Les vœux de Marie-Claude Jarrot : un portrait sensible d’un territoire vivant
Le jeudi 23 janvier 2026, l’Embarcadère de Montceau-les-Mines a accueilli une soirée mémorable dédiée aux vœux de la maire, Marie-Claude Jarrot. Dans une atmosphère feutrée et apaisante, ponctuée par des intermèdes musicaux, la soirée a été l’occasion de retracer l’année écoulée et de projeter l’avenir de cette ville dynamique de Bourgogne.
Une soirée musicale et poétique
La musique, dite-on, adoucit les mœurs et possède des vertus apaisantes. Celle diffusée lors de cette soirée des vœux, interprétée par les jeunes talents du Tremplin, les musiciens et danseuses du conservatoire et l’harmonie municipale, a su créer une ambiance propice à la réflexion et à l’espoir. Trois prises de parole de Marie-Claude Jarrot, ponctuées de ces intermèdes musicaux, ont rythmé la soirée, qui s’est poursuivie dans la salle Bourdelle.
Un discours délicat et bienveillant
Face aux forces vives de Montceau-les-Mines, Marie-Claude Jarrot a tenu un discours délicat, respectueux du droit de réserve, mais plein de bienveillance. Elle a composé son propos comme une symphonie en trois mouvements, évoquant l’écho de La Moldau de Smetana, ce poème symphonique aux accents de mémoire et de devenir. Une œuvre capable de raconter une année, peut-être 2025, « ce moment où l’on suspend, pour quelques instants, le rythme du quotidien, où l’on contemple le chemin parcouru pour mieux comprendre ce qui nous a façonnés ».
Retour sur une année d’engagements
Après douze années à partager ce rituel des vœux, Marie-Claude Jarrot a exprimé un sourire en rappelant que « le sourire est un signe de responsabilité morale envers autrui ». Ces douze années ont été marquées par une aventure humaine faite de rencontres, d’engagements, de convictions partagées, parfois de doutes, souvent de courage. Antoine de Saint-Exupéry l’avait écrit : « L’avenir, tu n’as pas à le prévoir, mais à le permettre ».

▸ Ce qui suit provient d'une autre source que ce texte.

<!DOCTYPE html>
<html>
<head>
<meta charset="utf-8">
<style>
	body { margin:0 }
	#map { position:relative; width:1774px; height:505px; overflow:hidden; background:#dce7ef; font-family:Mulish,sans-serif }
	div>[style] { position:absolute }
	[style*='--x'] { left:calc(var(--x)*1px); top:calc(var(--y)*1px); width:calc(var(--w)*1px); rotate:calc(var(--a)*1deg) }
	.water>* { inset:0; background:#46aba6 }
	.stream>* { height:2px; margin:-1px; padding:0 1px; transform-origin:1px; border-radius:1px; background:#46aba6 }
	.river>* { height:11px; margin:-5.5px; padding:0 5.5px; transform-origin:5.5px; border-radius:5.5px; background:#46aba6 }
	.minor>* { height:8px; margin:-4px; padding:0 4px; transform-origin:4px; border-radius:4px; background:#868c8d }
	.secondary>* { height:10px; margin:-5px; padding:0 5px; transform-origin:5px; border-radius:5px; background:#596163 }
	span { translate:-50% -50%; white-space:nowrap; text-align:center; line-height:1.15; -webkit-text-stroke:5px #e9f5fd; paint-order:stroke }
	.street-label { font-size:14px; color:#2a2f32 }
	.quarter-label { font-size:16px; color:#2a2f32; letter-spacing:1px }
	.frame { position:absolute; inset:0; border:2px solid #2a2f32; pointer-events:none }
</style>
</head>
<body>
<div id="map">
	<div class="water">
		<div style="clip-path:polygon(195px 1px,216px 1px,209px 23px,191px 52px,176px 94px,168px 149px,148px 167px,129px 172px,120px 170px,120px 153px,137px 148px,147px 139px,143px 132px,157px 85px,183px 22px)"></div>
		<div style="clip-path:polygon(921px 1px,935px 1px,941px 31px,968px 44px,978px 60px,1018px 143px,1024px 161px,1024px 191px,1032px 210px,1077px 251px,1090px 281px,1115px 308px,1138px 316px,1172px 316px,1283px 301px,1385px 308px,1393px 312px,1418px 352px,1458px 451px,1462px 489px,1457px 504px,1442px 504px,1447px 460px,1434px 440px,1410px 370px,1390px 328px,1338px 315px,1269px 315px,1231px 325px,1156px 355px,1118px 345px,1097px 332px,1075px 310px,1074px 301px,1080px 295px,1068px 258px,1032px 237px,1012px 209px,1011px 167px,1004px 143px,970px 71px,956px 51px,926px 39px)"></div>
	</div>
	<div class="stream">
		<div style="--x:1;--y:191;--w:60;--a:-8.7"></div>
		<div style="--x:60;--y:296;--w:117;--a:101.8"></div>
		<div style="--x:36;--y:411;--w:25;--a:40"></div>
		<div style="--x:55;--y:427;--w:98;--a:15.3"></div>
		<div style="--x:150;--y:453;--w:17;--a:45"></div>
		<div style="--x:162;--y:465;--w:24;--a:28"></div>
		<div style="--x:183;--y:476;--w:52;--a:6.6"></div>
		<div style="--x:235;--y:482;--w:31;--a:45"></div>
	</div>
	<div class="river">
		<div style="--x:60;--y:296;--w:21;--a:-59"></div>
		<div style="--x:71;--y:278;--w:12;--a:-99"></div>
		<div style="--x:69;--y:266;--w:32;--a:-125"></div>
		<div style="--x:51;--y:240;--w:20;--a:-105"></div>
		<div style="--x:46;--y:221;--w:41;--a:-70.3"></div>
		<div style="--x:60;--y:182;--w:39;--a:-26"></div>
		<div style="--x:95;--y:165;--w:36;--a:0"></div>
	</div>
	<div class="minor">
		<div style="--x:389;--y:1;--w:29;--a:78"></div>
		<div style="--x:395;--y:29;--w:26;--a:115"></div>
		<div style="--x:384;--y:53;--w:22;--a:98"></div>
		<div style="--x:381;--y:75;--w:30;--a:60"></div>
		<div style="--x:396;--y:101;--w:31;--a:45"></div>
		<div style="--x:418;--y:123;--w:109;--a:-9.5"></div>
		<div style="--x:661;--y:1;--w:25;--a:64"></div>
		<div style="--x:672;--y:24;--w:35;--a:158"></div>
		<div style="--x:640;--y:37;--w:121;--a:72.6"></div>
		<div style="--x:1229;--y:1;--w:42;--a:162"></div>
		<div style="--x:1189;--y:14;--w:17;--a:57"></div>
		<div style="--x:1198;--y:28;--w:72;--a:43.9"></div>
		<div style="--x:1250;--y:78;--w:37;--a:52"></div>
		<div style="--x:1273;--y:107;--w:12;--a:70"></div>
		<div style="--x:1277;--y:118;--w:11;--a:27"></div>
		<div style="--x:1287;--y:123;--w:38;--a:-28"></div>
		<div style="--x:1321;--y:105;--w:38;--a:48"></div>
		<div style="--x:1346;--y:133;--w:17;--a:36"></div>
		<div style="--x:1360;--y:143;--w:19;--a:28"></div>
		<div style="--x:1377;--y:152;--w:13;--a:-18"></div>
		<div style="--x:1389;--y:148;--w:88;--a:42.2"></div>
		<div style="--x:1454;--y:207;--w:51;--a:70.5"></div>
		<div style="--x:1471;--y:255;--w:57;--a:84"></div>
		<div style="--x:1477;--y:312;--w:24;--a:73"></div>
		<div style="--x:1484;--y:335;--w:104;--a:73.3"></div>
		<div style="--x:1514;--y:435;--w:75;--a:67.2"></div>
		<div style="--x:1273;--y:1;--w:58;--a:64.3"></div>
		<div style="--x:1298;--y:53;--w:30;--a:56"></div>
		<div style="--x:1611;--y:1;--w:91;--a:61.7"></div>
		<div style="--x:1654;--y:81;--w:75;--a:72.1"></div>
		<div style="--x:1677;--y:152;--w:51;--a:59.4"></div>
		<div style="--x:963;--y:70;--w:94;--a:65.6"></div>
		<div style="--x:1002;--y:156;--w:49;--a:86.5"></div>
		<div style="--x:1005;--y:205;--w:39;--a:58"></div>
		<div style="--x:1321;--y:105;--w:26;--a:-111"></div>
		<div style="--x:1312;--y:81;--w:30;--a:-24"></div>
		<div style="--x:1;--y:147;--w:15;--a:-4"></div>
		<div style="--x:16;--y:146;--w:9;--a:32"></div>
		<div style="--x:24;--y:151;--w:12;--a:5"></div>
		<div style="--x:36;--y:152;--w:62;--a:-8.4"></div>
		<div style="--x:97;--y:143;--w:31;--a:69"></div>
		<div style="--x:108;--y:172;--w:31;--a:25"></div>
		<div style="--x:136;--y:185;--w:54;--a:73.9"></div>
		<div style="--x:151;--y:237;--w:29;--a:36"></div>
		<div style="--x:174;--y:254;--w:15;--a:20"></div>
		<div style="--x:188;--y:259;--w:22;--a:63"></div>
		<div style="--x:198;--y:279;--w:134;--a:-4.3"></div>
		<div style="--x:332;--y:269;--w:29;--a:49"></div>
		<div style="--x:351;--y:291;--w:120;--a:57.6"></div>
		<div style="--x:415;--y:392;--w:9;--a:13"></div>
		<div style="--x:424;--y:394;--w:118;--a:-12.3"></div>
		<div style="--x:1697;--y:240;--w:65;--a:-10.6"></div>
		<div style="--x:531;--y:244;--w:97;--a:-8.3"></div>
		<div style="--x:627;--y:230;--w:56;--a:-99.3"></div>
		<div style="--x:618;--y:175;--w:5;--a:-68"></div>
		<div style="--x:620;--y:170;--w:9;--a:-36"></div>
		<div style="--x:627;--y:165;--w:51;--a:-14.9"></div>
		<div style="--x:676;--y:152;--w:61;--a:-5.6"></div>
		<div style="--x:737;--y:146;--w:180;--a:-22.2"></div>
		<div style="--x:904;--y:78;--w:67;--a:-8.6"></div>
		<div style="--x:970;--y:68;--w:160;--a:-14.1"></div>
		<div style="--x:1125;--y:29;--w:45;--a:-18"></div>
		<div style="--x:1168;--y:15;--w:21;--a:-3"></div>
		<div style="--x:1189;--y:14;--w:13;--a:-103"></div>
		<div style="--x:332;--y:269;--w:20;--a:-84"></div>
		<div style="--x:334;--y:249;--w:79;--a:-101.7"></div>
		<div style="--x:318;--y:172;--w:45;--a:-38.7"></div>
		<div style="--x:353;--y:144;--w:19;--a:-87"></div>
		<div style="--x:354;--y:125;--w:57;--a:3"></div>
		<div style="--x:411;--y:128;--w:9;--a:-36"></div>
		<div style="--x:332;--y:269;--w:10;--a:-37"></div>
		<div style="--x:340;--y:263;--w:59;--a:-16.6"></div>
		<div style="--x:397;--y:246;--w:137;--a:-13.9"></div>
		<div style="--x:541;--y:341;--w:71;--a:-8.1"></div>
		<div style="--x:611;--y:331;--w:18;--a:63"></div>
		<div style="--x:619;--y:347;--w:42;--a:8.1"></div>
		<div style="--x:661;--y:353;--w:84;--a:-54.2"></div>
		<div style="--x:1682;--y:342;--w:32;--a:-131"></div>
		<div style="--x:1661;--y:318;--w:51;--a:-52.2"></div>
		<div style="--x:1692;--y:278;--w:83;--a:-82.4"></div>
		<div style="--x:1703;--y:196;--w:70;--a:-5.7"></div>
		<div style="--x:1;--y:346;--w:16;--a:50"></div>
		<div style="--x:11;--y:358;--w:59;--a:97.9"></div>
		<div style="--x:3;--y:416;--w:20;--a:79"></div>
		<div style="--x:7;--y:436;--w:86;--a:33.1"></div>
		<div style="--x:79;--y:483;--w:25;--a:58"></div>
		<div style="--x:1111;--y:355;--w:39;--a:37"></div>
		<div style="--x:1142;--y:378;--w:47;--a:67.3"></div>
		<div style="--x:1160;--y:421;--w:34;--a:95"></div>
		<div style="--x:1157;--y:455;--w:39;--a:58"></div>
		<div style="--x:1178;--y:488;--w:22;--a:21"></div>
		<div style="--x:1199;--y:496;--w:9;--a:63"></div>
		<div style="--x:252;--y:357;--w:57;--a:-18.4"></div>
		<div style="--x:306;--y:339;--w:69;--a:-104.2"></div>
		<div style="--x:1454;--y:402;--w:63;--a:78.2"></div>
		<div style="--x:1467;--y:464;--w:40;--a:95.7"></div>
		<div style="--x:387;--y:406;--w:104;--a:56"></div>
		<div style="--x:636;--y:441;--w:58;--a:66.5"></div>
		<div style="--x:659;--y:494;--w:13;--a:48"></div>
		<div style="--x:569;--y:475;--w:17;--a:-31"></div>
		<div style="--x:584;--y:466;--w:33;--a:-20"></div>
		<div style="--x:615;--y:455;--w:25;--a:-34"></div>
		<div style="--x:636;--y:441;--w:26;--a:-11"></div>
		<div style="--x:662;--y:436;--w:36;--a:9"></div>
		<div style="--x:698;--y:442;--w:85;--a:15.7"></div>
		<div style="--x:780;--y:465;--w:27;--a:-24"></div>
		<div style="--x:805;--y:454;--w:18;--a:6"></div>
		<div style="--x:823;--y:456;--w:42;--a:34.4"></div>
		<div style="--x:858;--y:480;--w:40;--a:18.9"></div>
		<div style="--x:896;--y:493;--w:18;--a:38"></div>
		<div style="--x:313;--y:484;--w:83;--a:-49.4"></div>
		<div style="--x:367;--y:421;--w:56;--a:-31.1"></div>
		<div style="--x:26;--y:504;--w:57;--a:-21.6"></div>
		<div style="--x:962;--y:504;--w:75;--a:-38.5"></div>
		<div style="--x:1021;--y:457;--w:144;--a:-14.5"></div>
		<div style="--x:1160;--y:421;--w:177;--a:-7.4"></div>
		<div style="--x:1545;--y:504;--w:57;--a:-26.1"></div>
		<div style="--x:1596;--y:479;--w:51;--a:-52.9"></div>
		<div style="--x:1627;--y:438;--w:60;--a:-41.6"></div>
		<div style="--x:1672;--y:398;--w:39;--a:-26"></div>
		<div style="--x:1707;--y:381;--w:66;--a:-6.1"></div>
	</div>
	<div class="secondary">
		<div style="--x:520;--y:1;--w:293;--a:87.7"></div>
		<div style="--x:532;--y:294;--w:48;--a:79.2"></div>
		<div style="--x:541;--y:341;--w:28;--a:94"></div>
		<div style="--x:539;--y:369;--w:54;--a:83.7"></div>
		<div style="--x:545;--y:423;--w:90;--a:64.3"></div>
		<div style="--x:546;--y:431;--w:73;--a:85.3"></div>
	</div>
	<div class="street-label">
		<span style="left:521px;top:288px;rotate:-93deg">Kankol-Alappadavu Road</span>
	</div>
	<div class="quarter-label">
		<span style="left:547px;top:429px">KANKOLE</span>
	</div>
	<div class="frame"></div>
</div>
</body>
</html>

La jeunesse comme promesse
Pour illustrer son propos, Marie-Claude Jarrot a fait appel à trois films réalisés par Benjamin Fournier, offrant trois regards sur Montceau-les-Mines. Le premier film donnait la parole à la jeunesse, ces jeunes qui ont osé, appris, grandi grâce au Tremplin 2025. « La jeunesse n’est jamais un problème à gérer, mais une promesse à accompagner », rappelait la maire.
Une ville en mouvement
Le second film invitait à replonger dans l’année écoulée, révélant une ville en mouvement, qui avance sans jamais renoncer, même lorsque « cela demande de la patience et du temps ». Jean-Paul Sartre résonnait alors comme un écho : « L’important n’est pas ce qu’on a fait de nous, mais ce que nous faisons de ce qu’on a fait de nous ».
Le dynamisme économique
Le troisième film empruntait les chemins du dynamisme économique du territoire, à la rencontre de celles et ceux qui entreprennent ici, qui affirment leur attachement à Montceau-les-Mines et placent leur confiance dans son avenir. Une terre née du charbon, qui continue de produire et de se réinventer, à l’heure des transitions nécessaires.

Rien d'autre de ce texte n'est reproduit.